BEGIN Data provided

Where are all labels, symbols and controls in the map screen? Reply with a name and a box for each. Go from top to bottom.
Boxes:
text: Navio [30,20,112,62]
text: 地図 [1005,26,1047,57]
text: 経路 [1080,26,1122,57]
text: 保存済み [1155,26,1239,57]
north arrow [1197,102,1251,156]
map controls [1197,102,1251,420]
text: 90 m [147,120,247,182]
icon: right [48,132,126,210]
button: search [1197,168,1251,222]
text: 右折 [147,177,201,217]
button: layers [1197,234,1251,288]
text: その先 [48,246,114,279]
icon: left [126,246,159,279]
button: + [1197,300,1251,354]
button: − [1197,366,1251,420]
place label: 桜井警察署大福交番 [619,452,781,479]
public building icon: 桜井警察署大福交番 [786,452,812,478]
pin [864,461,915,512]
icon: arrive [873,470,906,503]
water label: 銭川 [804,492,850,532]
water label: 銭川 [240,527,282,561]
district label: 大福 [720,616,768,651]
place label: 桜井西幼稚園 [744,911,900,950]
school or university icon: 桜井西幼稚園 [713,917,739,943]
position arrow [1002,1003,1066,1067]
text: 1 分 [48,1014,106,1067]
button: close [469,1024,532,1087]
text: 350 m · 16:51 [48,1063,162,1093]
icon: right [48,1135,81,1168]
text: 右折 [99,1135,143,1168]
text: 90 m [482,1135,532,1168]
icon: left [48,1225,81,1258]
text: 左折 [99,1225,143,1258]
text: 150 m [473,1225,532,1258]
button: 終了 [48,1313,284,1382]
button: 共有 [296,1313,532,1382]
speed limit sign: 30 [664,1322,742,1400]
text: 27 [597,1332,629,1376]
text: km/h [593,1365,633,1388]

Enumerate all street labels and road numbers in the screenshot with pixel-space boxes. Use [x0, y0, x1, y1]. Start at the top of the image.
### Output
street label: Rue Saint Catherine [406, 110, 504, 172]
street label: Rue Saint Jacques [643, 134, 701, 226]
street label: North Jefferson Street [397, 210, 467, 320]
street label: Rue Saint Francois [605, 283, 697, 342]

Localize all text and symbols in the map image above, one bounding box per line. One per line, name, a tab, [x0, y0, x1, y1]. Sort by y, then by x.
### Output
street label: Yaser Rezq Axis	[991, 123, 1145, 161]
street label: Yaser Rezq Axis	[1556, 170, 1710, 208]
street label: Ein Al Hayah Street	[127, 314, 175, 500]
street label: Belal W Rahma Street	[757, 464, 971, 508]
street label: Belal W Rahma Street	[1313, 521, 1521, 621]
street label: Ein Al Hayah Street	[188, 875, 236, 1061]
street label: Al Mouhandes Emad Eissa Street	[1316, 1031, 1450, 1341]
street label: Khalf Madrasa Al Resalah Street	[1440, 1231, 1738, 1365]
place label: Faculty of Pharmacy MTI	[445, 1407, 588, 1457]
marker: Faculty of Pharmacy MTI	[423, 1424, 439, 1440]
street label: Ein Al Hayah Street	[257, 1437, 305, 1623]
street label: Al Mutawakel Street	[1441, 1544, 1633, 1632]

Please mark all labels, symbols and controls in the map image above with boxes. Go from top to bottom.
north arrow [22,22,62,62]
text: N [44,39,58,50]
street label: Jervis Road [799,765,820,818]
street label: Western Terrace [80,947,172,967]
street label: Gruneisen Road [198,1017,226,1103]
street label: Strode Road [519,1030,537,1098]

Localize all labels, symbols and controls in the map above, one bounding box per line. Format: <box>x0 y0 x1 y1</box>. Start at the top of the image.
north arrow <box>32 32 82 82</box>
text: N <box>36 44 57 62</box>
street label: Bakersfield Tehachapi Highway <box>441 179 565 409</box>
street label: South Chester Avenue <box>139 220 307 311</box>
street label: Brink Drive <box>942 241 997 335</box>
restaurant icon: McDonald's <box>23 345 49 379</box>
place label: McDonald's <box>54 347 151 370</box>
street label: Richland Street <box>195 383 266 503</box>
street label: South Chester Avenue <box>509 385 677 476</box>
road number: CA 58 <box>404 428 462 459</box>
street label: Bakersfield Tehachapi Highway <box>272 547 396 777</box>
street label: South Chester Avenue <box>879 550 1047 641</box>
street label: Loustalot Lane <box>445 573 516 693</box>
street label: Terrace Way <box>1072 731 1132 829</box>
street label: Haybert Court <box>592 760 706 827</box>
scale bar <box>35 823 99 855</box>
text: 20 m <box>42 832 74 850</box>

END Data provided

#### What is required:
Would you copy out every line in the records that includes the string "name"?

#### Final answer:
Where are all labels, symbols and controls in the map screen? Reply with a name and a box for each. Go from top to bottom.
Localize all text and symbols in the map image above, one bounding box per line. One per line, name, a tab, [x0, y0, x1, y1]. Sort by y, then by x.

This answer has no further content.